▸ Provided data:

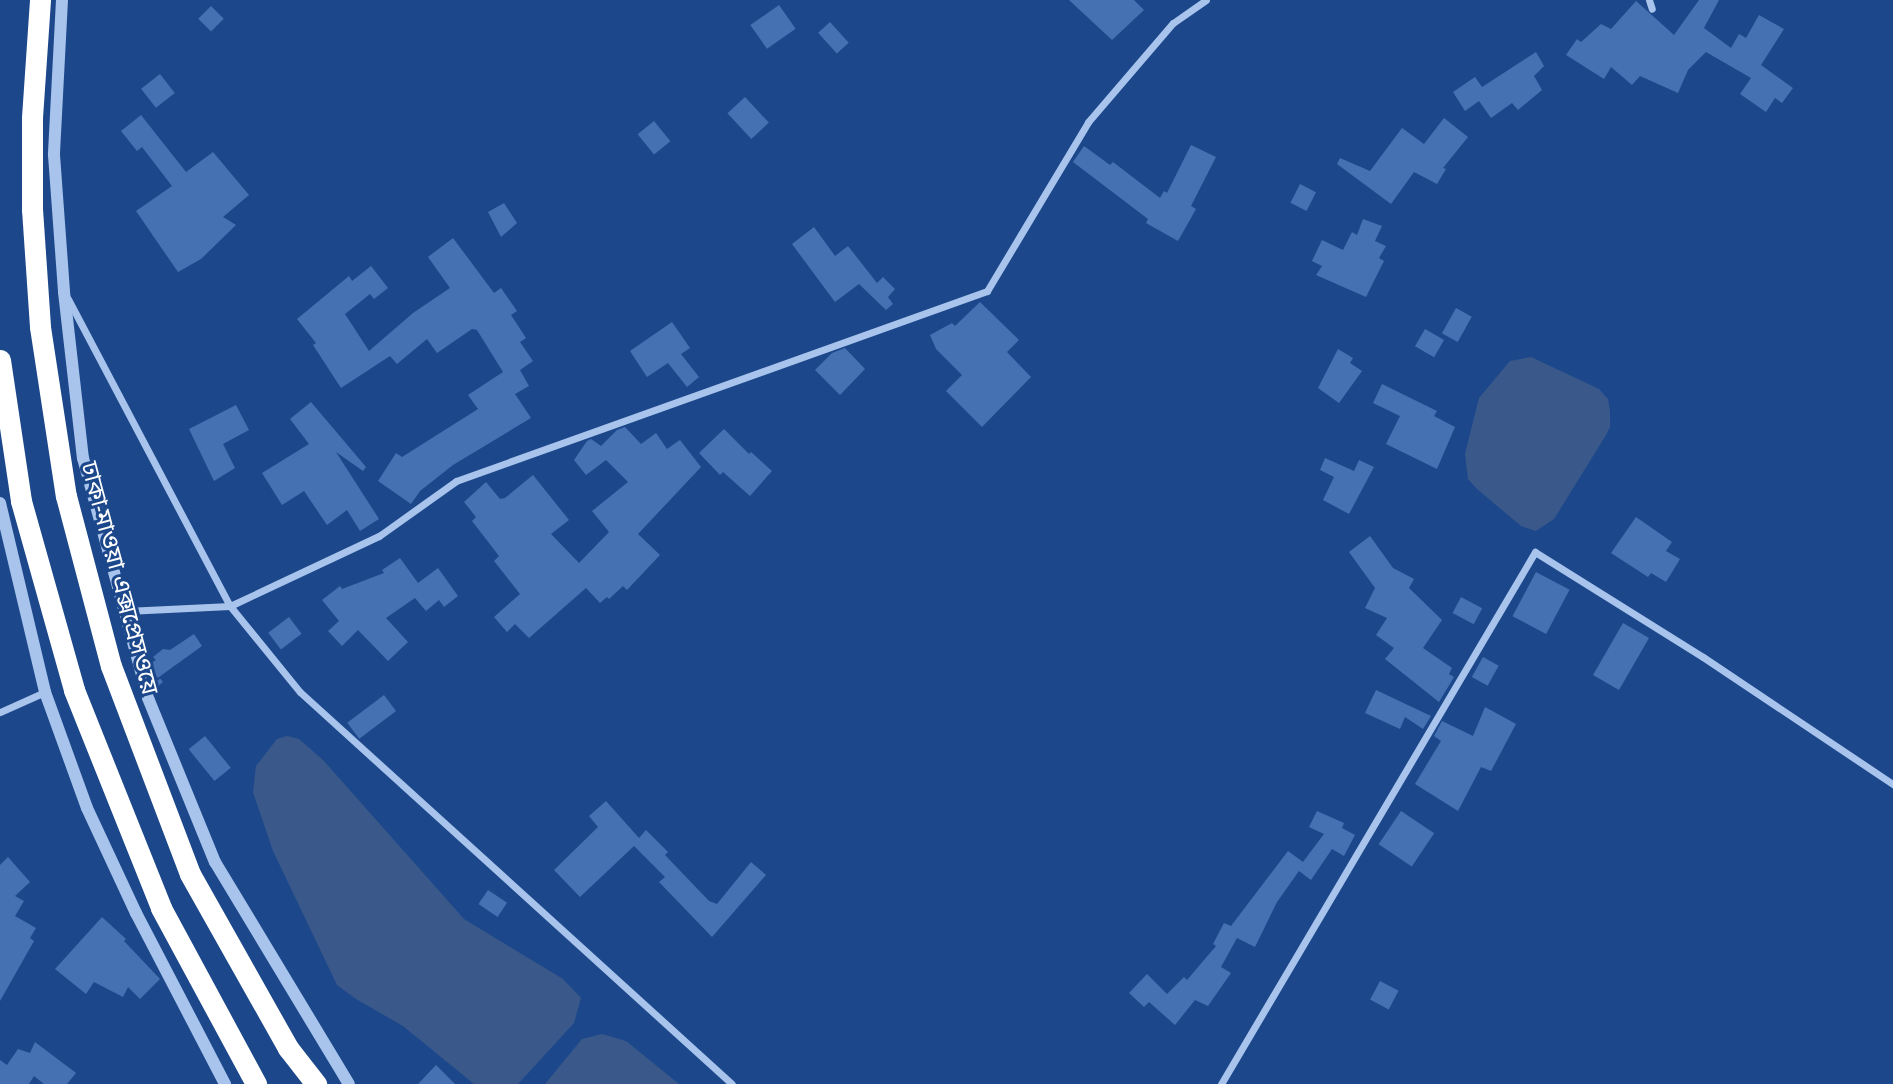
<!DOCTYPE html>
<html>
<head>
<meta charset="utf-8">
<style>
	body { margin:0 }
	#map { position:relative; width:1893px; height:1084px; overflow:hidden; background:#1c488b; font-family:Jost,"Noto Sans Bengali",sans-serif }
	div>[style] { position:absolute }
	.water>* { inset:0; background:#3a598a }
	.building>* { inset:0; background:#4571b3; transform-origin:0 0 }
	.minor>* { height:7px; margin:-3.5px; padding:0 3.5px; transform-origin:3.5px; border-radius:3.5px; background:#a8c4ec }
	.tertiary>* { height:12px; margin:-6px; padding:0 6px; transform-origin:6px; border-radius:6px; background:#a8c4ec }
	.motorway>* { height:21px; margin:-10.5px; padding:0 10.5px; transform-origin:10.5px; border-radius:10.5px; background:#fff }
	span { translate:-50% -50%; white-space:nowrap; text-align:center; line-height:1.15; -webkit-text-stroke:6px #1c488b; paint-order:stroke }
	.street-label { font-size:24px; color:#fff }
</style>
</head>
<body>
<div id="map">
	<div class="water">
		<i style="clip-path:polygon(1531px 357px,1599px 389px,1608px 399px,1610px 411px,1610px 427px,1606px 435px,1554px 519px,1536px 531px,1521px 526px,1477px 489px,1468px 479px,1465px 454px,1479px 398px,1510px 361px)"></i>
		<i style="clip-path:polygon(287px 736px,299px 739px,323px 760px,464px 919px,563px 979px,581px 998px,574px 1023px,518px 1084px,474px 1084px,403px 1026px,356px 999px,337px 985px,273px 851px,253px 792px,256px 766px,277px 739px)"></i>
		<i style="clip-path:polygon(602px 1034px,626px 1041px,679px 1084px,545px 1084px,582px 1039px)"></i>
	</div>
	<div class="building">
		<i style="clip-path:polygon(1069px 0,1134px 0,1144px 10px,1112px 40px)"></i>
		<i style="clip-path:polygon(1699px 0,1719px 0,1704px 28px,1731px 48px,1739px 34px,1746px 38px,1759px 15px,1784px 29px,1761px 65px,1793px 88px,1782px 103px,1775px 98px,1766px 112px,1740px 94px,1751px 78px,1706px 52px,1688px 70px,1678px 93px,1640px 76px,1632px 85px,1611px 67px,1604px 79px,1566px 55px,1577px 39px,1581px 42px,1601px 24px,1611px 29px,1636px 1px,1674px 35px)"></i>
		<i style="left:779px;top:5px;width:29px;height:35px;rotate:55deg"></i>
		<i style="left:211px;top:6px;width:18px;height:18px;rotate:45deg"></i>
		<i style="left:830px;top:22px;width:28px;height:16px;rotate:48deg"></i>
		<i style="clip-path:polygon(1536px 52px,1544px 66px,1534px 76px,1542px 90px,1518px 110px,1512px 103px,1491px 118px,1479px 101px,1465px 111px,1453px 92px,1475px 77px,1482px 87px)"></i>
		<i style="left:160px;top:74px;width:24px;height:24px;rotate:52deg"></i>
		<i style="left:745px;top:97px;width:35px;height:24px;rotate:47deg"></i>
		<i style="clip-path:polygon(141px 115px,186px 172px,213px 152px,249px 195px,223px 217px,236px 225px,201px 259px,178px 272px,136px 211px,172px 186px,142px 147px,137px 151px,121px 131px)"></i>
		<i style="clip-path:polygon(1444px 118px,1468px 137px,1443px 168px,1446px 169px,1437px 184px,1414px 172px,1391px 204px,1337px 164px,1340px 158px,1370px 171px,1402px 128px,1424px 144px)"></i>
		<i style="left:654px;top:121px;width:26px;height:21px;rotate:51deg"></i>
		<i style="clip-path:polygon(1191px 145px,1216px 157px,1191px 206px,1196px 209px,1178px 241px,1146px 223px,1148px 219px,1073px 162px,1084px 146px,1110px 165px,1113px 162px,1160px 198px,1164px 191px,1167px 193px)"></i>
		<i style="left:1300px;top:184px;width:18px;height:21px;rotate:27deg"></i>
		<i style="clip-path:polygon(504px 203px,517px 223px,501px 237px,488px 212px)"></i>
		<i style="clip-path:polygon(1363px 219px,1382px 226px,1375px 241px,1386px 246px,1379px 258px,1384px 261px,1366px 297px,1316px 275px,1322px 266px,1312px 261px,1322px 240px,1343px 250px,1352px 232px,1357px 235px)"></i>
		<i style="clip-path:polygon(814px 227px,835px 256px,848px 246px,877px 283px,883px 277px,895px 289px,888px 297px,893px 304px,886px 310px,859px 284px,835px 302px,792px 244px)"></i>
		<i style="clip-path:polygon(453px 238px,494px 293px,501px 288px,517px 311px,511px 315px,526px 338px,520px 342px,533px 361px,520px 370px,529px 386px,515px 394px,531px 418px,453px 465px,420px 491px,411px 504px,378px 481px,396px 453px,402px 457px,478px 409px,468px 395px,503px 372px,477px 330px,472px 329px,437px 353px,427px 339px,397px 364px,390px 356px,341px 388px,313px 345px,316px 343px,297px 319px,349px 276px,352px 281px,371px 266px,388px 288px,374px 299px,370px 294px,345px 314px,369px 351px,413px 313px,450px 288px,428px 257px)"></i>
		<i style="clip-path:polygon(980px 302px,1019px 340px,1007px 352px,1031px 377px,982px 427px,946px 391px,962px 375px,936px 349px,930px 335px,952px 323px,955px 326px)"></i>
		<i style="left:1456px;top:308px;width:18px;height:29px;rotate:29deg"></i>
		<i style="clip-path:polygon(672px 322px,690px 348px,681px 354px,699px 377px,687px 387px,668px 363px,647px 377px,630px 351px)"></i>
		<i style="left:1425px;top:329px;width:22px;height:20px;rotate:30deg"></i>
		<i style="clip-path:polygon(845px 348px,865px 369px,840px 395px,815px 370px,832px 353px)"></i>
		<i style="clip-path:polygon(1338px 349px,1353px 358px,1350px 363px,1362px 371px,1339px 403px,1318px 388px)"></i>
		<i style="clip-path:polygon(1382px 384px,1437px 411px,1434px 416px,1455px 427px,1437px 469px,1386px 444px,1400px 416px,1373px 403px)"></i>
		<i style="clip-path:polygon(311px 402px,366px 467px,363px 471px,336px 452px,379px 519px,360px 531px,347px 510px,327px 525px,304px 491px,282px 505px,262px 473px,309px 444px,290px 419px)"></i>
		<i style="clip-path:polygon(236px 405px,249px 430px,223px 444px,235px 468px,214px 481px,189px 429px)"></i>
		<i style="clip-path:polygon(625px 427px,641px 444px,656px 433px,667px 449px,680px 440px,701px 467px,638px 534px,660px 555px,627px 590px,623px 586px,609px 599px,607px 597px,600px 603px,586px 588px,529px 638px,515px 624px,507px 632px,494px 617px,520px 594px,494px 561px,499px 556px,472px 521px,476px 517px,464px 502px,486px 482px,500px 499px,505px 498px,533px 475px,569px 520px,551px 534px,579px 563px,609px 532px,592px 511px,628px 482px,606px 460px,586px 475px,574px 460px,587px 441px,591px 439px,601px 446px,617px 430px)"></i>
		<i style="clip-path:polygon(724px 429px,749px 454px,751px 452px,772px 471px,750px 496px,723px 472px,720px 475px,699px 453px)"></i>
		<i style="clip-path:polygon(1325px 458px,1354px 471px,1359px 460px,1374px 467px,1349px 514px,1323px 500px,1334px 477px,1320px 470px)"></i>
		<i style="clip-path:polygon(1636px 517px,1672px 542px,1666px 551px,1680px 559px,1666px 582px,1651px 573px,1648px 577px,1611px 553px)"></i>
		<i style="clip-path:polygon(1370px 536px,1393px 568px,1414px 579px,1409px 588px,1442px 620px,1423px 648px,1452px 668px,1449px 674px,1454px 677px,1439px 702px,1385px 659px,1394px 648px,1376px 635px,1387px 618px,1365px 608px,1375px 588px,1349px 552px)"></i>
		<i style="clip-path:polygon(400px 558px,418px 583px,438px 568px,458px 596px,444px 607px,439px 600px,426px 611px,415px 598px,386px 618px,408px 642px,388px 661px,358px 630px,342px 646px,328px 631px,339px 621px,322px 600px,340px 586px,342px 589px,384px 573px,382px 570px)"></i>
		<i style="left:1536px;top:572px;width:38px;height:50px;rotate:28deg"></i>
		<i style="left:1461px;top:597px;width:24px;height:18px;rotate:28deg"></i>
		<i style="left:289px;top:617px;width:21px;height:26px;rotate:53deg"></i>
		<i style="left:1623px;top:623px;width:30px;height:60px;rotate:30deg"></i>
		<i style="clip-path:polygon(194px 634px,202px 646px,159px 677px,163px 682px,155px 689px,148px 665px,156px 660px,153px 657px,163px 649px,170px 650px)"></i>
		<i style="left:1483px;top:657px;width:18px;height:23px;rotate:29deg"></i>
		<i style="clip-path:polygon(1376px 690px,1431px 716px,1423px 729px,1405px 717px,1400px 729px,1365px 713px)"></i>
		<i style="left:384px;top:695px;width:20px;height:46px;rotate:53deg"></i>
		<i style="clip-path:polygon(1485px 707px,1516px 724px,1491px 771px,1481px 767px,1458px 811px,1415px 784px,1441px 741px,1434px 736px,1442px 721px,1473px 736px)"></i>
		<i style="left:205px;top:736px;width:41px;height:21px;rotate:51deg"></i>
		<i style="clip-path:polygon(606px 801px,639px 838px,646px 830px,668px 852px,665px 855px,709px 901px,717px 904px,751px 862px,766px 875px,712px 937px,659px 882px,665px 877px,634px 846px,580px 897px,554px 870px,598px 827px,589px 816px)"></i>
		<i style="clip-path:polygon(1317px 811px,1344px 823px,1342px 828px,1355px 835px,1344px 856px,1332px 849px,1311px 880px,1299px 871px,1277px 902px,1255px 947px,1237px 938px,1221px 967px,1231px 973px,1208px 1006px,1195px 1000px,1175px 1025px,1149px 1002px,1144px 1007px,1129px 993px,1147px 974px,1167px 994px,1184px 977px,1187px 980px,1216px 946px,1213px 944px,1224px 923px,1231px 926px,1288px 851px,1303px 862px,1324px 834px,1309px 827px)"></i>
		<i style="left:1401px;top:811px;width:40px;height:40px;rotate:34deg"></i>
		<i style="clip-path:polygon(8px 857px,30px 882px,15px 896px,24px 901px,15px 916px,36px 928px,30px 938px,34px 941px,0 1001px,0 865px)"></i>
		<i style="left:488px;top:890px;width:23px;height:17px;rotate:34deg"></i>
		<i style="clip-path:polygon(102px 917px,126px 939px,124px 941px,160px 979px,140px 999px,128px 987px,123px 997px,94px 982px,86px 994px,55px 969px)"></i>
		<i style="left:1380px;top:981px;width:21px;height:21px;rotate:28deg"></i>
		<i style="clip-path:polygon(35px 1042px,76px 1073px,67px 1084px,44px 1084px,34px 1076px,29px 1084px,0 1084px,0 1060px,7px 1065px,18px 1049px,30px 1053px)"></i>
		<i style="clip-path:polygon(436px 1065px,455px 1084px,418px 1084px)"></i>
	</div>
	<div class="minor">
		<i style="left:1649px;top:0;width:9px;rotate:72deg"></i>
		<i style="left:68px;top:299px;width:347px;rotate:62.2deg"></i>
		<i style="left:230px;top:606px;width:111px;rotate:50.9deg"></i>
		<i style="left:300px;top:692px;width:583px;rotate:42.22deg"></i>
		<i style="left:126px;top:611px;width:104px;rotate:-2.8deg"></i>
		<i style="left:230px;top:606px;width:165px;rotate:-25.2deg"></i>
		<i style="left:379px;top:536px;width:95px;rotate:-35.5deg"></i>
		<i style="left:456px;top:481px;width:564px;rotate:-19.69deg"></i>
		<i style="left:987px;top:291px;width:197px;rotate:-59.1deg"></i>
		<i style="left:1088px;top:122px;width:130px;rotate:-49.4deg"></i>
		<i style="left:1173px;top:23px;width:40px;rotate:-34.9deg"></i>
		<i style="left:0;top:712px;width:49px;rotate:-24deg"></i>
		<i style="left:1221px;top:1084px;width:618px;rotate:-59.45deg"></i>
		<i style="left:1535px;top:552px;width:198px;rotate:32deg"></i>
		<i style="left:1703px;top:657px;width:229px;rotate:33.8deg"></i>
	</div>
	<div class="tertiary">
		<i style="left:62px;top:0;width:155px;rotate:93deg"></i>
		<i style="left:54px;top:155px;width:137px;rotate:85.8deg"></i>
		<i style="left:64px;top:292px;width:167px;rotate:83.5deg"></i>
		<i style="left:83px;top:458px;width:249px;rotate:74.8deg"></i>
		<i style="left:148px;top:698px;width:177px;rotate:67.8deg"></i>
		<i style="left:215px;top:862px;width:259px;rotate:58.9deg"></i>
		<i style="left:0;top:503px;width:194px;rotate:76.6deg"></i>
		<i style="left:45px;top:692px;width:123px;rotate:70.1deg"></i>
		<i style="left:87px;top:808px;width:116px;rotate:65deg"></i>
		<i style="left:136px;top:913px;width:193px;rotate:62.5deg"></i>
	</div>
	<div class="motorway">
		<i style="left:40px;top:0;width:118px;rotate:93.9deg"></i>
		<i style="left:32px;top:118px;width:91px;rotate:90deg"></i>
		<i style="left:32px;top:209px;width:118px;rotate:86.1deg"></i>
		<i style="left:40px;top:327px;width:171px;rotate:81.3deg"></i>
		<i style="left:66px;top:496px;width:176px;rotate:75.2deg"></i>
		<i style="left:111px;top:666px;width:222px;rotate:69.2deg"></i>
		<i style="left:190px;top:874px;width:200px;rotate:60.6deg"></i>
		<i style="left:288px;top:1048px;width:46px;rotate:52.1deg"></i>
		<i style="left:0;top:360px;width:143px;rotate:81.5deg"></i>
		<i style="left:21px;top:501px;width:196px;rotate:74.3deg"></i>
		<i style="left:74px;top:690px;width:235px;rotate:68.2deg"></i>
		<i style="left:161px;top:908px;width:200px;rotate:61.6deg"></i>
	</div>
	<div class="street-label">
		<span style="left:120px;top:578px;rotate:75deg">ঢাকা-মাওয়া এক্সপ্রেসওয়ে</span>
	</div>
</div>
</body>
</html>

▸ Exercise directions: If a line in the entries holds the string "minor", count it, then state the total and nothing more.

▸ Task result: 2